Pedro G. Pluas-Aviles v. RAS Management, Inc., No. 36266/08
Type of Injury
Worker fell 30 feet when scaffold collapsed during disassembly
Suffolk Supreme, NY
Each side moved for summary judgment of liability. During pendency of the motions, the parties negotiated a mediated settlement in which Pluas-Aviles recovered $900,000. RAS Management’s insurer agreed to contribute $50,000, and Pluas-Aviles’ employer’s insurer agreed to contribute $850,000.
Judge: William B. Rebolini
• Sean P. Constable; Block O’Toole & Murphy, LLP; New York, NY, for Pedro G. Pluas-Aviles
• Stephen J. Murphy; Block O’Toole & Murphy, LLP; New York, NY, for Pedro G. Pluas-Aviles
• Alan Leiken Ph.D.; Economics; East Setauket, NY called by: Sean Constable, Stephen Murphy
• Richard Schuster Ph.D.; Vocational Rehabilitation; New York, NY called by: Sean Constable, Stephen Murphy
• John Brennan M.D.; Orthopedic Surgery; Southampton, NY called by: Sean Constable, Stephen Murphy
• Garrett Duffy; Fogarty Duffy, P.C.; Mineola, NY, for RAS Management Inc.

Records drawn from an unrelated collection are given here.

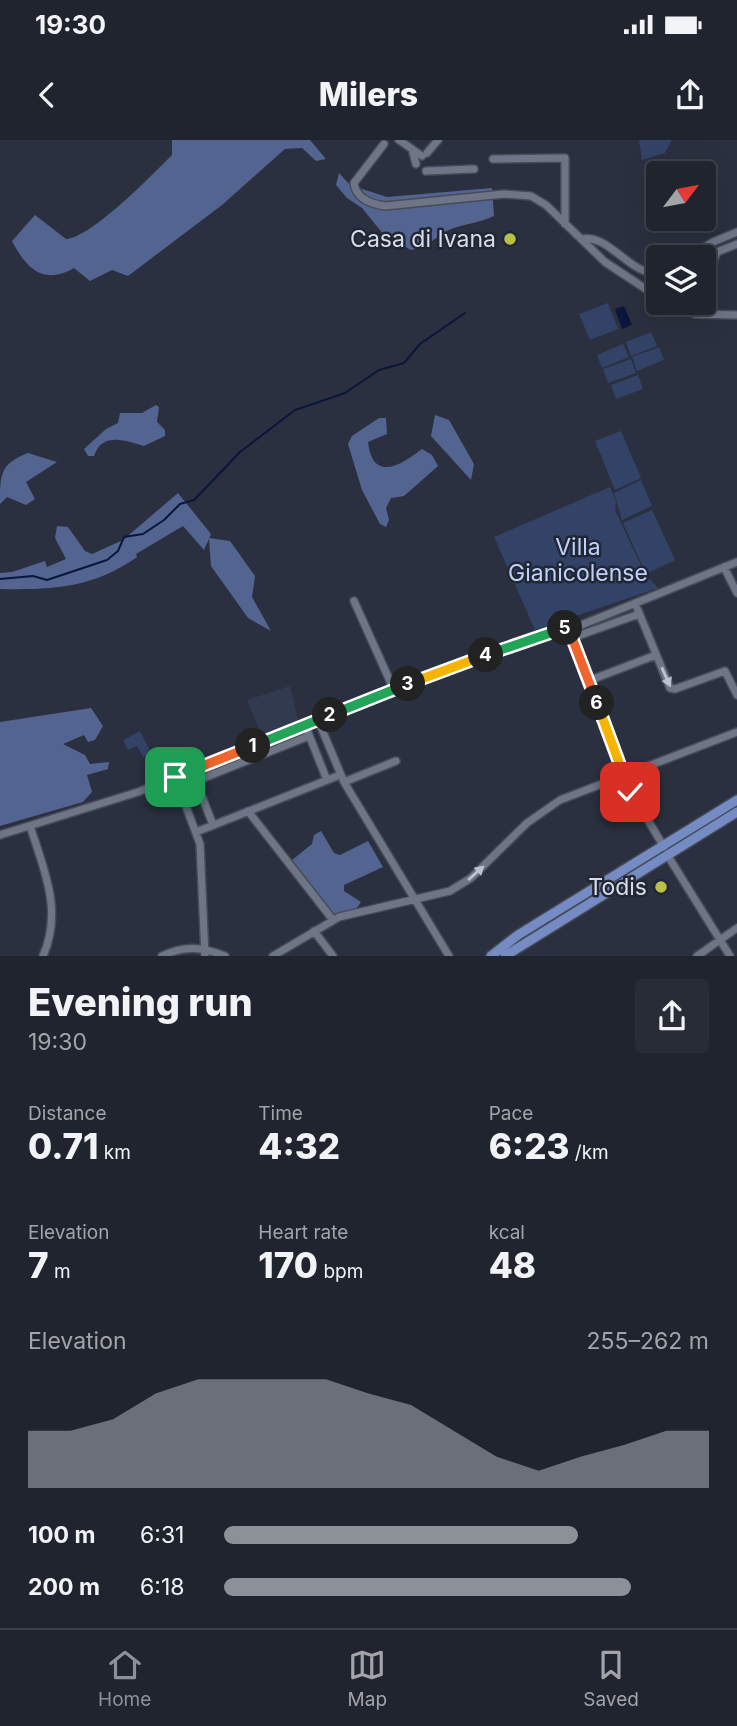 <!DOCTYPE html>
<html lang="en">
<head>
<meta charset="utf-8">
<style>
  body { margin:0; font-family:Inter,sans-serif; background:#282c37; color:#f1f3f6; height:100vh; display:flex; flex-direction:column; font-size:26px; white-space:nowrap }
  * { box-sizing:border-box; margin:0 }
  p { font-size:23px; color:#a2a4aa }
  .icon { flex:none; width:38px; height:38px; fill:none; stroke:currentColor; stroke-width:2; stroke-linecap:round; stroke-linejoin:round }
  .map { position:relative; height:816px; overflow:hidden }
  .drawer { display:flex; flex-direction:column; background:#20242f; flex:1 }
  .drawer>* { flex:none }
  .needle { width:46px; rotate:58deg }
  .tools { position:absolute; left:646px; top:21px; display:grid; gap:14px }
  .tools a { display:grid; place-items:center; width:70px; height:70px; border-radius:7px; background:#20242f; box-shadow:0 7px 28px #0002,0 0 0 2px #3d414b; font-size:35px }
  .pin { position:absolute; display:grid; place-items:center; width:60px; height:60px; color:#fff; margin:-30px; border-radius:14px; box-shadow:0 4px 10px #0006 }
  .km { position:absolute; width:35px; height:35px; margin:-18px; border-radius:50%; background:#222; color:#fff; font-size:19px; line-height:35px; text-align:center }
  .round { display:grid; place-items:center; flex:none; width:74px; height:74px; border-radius:7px; background:#282c37 }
  .head { display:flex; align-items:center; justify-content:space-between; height:119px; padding:0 28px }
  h1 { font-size:38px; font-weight:800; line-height:52px }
  .stats { display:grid; grid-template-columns:repeat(3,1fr); gap:10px; height:119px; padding:7px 28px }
  .stats div { display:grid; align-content:center }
  .stats b { font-size:35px; font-weight:800 }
  .stats small { font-size:19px; font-weight:400 }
  .stats p { font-size:19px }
  .chart { height:196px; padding:14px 28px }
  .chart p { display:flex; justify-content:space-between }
  .chart svg { width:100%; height:126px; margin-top:7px; fill:#8c9099; opacity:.7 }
  ul { padding:0 28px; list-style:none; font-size:23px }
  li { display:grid; grid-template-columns:112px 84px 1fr; align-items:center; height:52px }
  li i { height:18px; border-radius:9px; background:#8c9099 }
  .status { display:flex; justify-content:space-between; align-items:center; height:49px; padding:0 35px; background:#20242f; direction:ltr }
  .status svg { height:19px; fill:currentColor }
  header { display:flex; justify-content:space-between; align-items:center; height:91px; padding:0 28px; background:#20242f; font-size:32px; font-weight:800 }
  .tab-bar { display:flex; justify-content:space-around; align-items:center; height:98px; border-top:2px solid #3d414b; background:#20242f; font-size:19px; color:#a2a4aa }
  .tab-bar a { display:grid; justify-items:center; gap:4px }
  .tab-bar .on { color:#8c9099 }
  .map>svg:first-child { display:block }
  .built { fill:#313a4e }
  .green { fill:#334267 }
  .forest { fill:#52648f }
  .water { fill:#0a163b }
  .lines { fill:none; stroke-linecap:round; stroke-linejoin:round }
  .stream { stroke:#0a163b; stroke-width:2 }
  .minor-casing { stroke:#464b58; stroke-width:10 }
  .major-casing { stroke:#464b58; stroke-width:12 }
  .minor { stroke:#6d7586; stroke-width:7 }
  .major { stroke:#748bc4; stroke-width:9 }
  .oneway { fill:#bdc3ce }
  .split-1-casing { stroke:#fff; stroke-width:14 }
  .split-2-casing { stroke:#fff; stroke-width:14 }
  .split-3-casing { stroke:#fff; stroke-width:14 }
  .split-4-casing { stroke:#fff; stroke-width:14 }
  .split-5-casing { stroke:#fff; stroke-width:14 }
  .split-6-casing { stroke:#fff; stroke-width:14 }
  .split-7-casing { stroke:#fff; stroke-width:14 }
  .split-1 { stroke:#f0652b; stroke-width:9 }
  .split-2 { stroke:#22a559; stroke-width:9 }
  .split-3 { stroke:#22a559; stroke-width:9 }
  .split-4 { stroke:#f5b400; stroke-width:9 }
  .split-5 { stroke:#22a559; stroke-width:9 }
  .split-6 { stroke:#f0652b; stroke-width:9 }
  .split-7 { stroke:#f5b400; stroke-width:9 }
  .poi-dot { fill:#b9c046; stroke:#212735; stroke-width:2.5 }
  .labels { text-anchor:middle; stroke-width:5; stroke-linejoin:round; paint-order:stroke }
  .poi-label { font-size:23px; fill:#d8dde6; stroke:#212735; text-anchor:end }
  .park-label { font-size:23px; fill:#bfd1fb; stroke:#212735 }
</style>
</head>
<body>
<div class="status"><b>19:30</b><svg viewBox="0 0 49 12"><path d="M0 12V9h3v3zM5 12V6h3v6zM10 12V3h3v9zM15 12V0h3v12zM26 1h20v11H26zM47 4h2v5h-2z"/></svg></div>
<header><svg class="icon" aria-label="back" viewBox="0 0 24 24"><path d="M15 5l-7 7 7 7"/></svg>Milers<svg class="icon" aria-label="share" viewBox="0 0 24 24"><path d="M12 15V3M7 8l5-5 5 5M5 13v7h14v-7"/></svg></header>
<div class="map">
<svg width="737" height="816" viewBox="0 0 737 816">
  <rect width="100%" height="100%" fill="#2a303f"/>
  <path class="built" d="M290,546L299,584L263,598L247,560Z"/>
  <path class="green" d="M639,0H672L665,13L642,20Z
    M608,163L618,189L590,200L579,174Z
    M651,192L657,206L631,216L626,202Z
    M623,204L629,217L602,228L597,215Z
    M659,207L664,220L637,231L632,217Z
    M631,219L636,233L608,243L603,229Z
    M638,235L643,249L616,259L611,245Z
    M621,291L641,338L615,350L595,301Z
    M641,340L652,366L622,380L614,353Z
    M610,347L616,361L615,370L645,434L658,448L535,490L494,397Z
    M652,370L675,420L646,434L623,383Z
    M140,591L151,613L143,617L137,606L128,610L123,600Z"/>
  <path class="forest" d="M172,0H310L326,19L316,21L302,8L285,9L222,65L128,136L112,130L90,141L74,128C44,145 27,130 12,101L35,75L66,99C91,98 153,34 172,15Z
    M339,33L350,45L387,57L492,48L494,76C479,83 465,84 451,89C435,95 434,105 411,110L384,95L362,68L347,58L336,45Z
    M156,265L159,267L157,282L165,290V296L144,306C127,301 102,291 94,316H88L84,309L106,289L118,283L120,273H142Z
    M435,275L449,280L474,324L471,340L431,296Z
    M379,278H386L387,294L368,302C373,343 401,325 422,309L432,315L438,326L404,356L391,358L386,368L389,380L386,387L380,384L362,350L348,304L352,296Z
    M28,313L57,322L26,342L35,359L26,365L7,357L0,364C0,334 0,324 28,313Z
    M178,353L211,394L209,398L230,401L255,436L252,457L271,491L248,478L211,426L209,399L204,410L183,386L136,414L137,417C93,448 53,450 0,449V433L12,432L45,421L47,427L66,419L55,398L57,386L68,387L85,411L92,414L123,400Z
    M91,568L103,586L95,600L88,602L84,595L63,604L85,615L90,624L109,622L108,629L87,635L92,652L83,662L0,686V582Z
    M321,691L334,713L340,715L368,701L383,727L344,745V751L361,762L357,768L334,775L330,773L292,720L312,704L314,695Z"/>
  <path class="water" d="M624,166L632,185L622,189L615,169Z"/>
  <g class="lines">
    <path class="stream" d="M0,439L33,436L47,440L107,420L118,411L124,397L143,394L164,380L180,364L194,360L240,312L295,270L345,253L379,230L404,223L420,204L465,173"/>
    <defs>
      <path id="minor" d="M399,0L422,16
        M384,4L354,43C356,59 371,64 385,66L504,54L531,56L546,65L605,122L658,157
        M413,13L416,24
        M427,13L438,0
        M493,19L565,18V84
        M426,31L474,29
        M581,99C609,93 629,135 658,133
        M689,117L713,102L737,92
        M704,144L717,112L737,104
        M669,163L695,174L737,175
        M698,163L704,174
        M724,427L737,453
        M354,461L394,550
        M635,463L670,548L675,549L725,531L737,555
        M569,490L628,647L664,707
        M569,490L737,422
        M572,498L639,474
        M588,541L656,515
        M318,580L344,642L449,816
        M305,585L327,640
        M175,637L200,704L205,816
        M344,642L396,621
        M248,671L333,780
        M213,685L196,641L309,596
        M30,686C44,730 63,771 43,816
        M196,692L340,635
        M0,695L138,652L534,496L558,488L569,490
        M668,716L730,816
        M314,791L333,816
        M162,816C185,805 202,807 225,816
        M273,816L339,777L450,751L471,738L527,683L560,660L737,592
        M697,816L737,788"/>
      <path id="major" d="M491,816L518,795L737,660
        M505,816L737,672"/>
    </defs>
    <use href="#minor" class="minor-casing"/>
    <use href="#major" class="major-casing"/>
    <use href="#minor" class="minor"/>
    <use href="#major" class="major"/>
  </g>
  <defs><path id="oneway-solid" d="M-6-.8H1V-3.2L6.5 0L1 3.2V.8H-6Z" transform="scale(1.75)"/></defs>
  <g class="oneway">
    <use href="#oneway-solid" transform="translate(666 537) rotate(66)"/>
    <use href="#oneway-solid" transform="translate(476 733) rotate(-42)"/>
  </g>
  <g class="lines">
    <defs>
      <path id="split-1" d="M175,637L253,606"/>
      <path id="split-2" d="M253,606L330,575"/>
      <path id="split-3" d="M330,575L408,544"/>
      <path id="split-4" d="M408,544L486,515"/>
      <path id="split-5" d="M486,515L565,488"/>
      <path id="split-6" d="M565,488L569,490L597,563"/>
      <path id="split-7" d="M597,563L630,652"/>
    </defs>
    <use href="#split-1" class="split-1-casing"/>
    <use href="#split-2" class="split-2-casing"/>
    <use href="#split-3" class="split-3-casing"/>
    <use href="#split-4" class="split-4-casing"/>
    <use href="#split-5" class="split-5-casing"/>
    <use href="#split-6" class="split-6-casing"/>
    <use href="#split-7" class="split-7-casing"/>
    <use href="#split-1" class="split-1"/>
    <use href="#split-2" class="split-2"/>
    <use href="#split-3" class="split-3"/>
    <use href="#split-4" class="split-4"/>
    <use href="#split-5" class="split-5"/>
    <use href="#split-6" class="split-6"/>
    <use href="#split-7" class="split-7"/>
  </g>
  <g class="poi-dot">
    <circle cx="510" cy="99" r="7"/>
    <circle cx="661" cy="747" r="7"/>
  </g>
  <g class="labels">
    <g class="poi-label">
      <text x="496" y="107">Casa di Ivana</text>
      <text x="647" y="755">Todis</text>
    </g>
    <g class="park-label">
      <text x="578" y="415">Villa<tspan x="578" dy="26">Gianicolense</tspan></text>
    </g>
  </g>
</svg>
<div class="tools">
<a><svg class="needle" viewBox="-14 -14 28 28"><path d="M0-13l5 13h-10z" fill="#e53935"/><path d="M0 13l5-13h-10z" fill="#a2a4aa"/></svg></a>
<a><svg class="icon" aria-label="layers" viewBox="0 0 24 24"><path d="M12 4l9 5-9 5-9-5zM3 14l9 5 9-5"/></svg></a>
</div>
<div class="pin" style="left:175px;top:637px;background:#1e9e55"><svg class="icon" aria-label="arrive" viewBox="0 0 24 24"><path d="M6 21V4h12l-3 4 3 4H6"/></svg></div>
<div class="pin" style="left:630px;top:652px;background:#d93025"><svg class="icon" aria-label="check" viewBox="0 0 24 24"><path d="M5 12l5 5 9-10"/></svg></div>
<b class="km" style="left:253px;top:606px">1</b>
<b class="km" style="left:330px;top:575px">2</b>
<b class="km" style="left:408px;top:544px">3</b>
<b class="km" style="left:486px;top:515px">4</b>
<b class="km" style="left:565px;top:488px">5</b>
<b class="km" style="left:597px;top:563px">6</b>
</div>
<section class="drawer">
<div class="head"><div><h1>Evening run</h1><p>19:30</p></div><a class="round"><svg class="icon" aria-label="share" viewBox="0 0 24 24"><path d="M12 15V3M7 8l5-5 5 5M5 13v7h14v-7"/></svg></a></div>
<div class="stats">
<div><p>Distance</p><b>0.71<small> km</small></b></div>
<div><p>Time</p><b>4:32</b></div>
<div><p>Pace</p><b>6:23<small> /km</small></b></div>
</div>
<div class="stats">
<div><p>Elevation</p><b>7<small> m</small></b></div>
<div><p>Heart rate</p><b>170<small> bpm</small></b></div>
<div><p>kcal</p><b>48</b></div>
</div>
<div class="chart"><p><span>Elevation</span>255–262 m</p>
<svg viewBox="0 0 160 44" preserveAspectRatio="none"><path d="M0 44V24L10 24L20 20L30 11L40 6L50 6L60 6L70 6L80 11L90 15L100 24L110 33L120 38L130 33L140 29L150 24L160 24V44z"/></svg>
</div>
<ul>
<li><b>100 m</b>6:31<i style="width:73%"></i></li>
<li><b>200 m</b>6:18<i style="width:84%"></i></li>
</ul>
</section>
<nav class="tab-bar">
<a class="on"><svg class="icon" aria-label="home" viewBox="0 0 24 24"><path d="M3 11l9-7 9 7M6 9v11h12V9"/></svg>Home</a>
<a><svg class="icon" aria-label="map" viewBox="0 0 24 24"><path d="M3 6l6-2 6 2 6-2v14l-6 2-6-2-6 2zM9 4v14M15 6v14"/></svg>Map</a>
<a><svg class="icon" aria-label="saved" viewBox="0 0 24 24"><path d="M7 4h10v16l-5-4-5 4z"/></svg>Saved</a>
</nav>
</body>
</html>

• Edward Weiland M.D.; Neurology; Great Neck, NY called by: Garrett Duffy
• Craig Ordway M.D.; Orthopedic Surgery; Huntington, NY called by: Garrett Duffy
• Edmond Provder C.R.C.; Vocational Rehabilitation; Lodi, NJ called by: Garrett Duffy
• Gemini Insurance Co. for Pluas-Aviles’ employer
• Farm Family Casualty Insurance Co. for RAS Management
On May 29, 2008, plaintiff Pedro Pluas-Aviles, 28, a laborer, worked at a residential property that was located at 24 Crossways, in East Hampton. Pluas-Aviles and other workers were replacing a home’s roof and siding, and the work necessitated their use of a scaffold. The scaffold collapsed while Pluas-Aviles was working on it, and he plummeted about 30 feet. He claimed that he sustained injuries of his back and a leg.
Pluas-Aviles sued the project’s manager and/or general contractor, RAS Management Inc. He alleged that RAS Management violated the New York State Labor Law.
Pluas-Aviles noted that the accident occurred while his co-workers were disassembling the scaffold. He contended that he had not been warned that the structure was being disassembled.
Plaintiff’s counsel claimed that the incident stemmed from an elevation-related hazard, as defined by Labor Law ? 240(1), and that Pluas-Aviles was not provided the proper, safe equipment that is a requirement of the statute. They also claimed that the site was not properly safeguarded, as required by Labor Law ? 241(6)
Defense counsel claimed that RAS Management was the renovation project’s manager–not a general contractor. He contended that Labor Law ?? 240(1) and 241(6) are not applicable to project managers.
Pluas-Aviles sustained a fracture of one leg’s tibia. He also claimed that he sustained herniations of intervertebral discs of his spine’s lumbar region.
During the week that followed the accident, Pluas-Aviles underwent open reduction and the internal fixation of his fractured leg. On Aug. 13, 2009, he underwent surgical removal of the fixation hardware. His back’s injuries were addressed via conservative treatment.
Pluas-Aviles claimed that he retains a limp, and he contended that he suffers residual pain that prevents his resumption of manual labor. His education and command of the English language are limited, and, as such, he cannot easily obtain sedentary work. He also claimed that he must undergo additional treatment.
Pluas-Aviles sought reimbursement of a workers’ compensation lien that totaled $68,843.99. He also sought recovery of his future medical expenses, his future lost earnings, and damages for his past and future pain and suffering.
Defense counsel contended that Pluas-Aviles does not require additional medical treatment. The defense’s vocational-rehabilitation expert opined that Pluas-Aviles can resume his last job or some other form of manual labor.